3. Win third-down battles. The Buffs were fairly efficient on third down last week, successfully converting six of 10 tries. The Aggies, though, were 9-for-13 in those situations and did not punt once last week.
The Buffs have to end some A&M possessions early, force some punts and get the Aggies defense back on the field.
Again, this is where altitude can be a factor. If Colorado can sustain some long, time-consuming drives — and force at least a handful of short A&M possessions early — it will keep the tempo in CU's favor and set the stage for a fourth quarter in which conditioning could be a difference maker.
The Buffs are altitude trained. This is an opportunity to take full advantage.
4. Get playmakers in space. After CU threw just 15 passes last week, some fans (and media) were quick to wonder why the Buffs didn't get the ball to their talented wideouts more often.
The simple answer is they didn't need to — and they didn't want to show more than absolutely necessary.

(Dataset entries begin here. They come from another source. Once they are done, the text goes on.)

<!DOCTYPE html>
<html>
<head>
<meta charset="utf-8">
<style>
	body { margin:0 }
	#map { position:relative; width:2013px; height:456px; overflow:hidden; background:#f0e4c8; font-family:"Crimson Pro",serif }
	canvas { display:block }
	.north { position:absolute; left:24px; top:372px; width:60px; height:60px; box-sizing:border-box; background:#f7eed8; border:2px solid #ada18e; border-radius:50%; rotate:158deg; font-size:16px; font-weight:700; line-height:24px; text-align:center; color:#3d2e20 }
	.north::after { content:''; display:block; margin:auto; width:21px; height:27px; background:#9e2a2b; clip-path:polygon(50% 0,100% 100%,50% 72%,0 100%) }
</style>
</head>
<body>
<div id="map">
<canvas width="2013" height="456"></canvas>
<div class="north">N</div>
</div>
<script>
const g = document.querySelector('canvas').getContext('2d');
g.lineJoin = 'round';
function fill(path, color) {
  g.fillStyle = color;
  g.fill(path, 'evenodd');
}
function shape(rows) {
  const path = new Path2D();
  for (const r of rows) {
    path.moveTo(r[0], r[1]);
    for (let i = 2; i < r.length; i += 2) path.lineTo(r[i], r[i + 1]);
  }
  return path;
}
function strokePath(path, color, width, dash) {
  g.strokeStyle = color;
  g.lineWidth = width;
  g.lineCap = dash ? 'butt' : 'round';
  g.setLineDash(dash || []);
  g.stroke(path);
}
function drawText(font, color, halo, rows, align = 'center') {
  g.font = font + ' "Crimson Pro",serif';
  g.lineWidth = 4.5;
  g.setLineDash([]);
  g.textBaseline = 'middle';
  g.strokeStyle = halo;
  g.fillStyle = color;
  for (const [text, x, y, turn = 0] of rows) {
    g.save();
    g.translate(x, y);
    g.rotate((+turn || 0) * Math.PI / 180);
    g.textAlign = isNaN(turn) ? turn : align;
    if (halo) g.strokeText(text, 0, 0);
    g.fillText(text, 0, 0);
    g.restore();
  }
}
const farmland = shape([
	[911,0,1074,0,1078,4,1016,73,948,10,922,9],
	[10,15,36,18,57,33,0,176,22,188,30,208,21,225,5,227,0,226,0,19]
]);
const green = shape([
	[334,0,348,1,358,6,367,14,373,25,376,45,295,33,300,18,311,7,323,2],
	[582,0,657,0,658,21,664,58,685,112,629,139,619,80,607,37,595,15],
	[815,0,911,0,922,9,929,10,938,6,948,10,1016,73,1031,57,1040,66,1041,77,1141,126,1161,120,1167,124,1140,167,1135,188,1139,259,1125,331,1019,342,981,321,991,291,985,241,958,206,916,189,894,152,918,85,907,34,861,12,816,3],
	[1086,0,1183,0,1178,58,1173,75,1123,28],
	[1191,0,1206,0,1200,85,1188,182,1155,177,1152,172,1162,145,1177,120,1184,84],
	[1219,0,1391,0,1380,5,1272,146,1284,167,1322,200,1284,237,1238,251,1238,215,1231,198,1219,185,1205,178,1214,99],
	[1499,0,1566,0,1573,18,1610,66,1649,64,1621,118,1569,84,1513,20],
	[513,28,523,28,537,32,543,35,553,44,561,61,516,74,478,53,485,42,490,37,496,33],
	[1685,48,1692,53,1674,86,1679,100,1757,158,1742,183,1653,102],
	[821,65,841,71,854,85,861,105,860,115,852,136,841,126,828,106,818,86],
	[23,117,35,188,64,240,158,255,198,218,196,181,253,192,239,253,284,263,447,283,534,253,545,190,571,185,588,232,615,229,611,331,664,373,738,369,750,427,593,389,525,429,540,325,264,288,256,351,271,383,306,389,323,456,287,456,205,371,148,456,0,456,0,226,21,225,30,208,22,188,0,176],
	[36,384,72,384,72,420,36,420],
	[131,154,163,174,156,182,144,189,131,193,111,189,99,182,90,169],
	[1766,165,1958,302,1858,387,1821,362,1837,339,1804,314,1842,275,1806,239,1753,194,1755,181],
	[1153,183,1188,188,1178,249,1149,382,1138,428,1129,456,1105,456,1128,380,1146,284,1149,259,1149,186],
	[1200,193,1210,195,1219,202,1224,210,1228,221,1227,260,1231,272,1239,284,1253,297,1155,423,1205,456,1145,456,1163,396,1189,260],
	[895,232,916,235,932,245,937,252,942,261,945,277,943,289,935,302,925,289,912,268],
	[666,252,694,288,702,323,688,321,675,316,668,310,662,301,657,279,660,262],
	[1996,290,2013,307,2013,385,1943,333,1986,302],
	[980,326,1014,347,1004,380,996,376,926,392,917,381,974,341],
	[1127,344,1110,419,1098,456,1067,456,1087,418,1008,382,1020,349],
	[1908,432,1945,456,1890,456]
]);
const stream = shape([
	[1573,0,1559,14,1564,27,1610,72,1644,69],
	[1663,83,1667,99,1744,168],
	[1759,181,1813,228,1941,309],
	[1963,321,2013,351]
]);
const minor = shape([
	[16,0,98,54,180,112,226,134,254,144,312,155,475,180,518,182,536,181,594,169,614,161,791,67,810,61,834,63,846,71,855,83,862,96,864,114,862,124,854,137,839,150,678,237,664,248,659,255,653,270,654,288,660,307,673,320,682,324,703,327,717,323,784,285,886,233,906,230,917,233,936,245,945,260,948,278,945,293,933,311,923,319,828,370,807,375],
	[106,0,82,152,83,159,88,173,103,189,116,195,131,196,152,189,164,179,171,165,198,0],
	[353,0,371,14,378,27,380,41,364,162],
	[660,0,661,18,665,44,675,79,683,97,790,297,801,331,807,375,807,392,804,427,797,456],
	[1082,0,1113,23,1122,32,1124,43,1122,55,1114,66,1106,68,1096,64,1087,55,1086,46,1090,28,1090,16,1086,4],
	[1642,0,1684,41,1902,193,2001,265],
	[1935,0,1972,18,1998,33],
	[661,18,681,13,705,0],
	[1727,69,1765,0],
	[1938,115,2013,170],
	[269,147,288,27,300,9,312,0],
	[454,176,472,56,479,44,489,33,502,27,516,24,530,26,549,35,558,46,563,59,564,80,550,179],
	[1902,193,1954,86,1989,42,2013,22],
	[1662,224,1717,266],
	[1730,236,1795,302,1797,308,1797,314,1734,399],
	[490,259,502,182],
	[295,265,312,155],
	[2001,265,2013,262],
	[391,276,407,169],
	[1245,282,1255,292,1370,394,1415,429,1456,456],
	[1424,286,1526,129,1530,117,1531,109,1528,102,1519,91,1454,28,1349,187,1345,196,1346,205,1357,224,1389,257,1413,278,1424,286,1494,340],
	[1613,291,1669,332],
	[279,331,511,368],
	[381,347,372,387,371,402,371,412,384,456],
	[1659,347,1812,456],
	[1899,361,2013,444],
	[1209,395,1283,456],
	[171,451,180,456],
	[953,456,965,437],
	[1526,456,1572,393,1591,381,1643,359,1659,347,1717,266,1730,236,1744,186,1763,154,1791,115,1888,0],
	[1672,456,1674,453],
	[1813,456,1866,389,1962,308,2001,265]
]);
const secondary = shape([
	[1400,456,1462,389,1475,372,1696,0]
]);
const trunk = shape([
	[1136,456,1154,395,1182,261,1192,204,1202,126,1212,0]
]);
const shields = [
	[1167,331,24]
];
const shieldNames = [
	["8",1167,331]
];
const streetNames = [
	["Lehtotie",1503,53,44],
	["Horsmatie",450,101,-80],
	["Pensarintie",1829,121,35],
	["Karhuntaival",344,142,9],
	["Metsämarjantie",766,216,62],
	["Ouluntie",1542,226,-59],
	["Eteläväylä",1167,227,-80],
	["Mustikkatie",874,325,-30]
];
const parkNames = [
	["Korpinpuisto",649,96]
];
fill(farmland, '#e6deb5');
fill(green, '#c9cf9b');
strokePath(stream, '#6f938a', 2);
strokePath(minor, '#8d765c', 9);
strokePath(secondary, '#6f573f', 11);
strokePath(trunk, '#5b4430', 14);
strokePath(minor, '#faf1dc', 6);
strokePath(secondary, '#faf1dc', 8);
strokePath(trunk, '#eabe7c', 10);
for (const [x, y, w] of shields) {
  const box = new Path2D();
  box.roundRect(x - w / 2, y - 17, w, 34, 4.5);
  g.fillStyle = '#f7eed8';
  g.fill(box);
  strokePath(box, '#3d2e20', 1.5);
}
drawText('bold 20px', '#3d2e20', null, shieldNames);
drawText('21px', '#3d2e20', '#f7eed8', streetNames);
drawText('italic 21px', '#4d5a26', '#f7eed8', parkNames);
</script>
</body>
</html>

But this will be a game when providing opportunities for players like Dimitri Stanley, La'Vontae Shenault, Brenden Rice and Montana Lemonious-Craig will be critical — and could be a factor in establishing a ground-control, clock-consuming offense.
CU's receivers and running backs are capable of big plays in quick-hitting, one-on-one situations. If the Buffs can create those situations on the perimeter, it will keep the Aggies honest on defense and give Colorado's rushing attack room to operate.
5. Avoid self-inflicted wounds. Penalties happen. Mistakes happen. They are part of the game.
But it is the unforced errors — penalties before the snap and after the whistle — that can be killers. The Buffaloes can't afford to extend any A&M drives with silly penalties; and they can't afford to prematurely end their possessions with the same.
This will be a game with a razor-thin margin for error. If the Buffs are going to give themselves a chance to win this one in the fourth quarter, they have to reduce those errors wherever possible.
That means not giving away cheap yards with self-inflicted, easily avoided mistakes.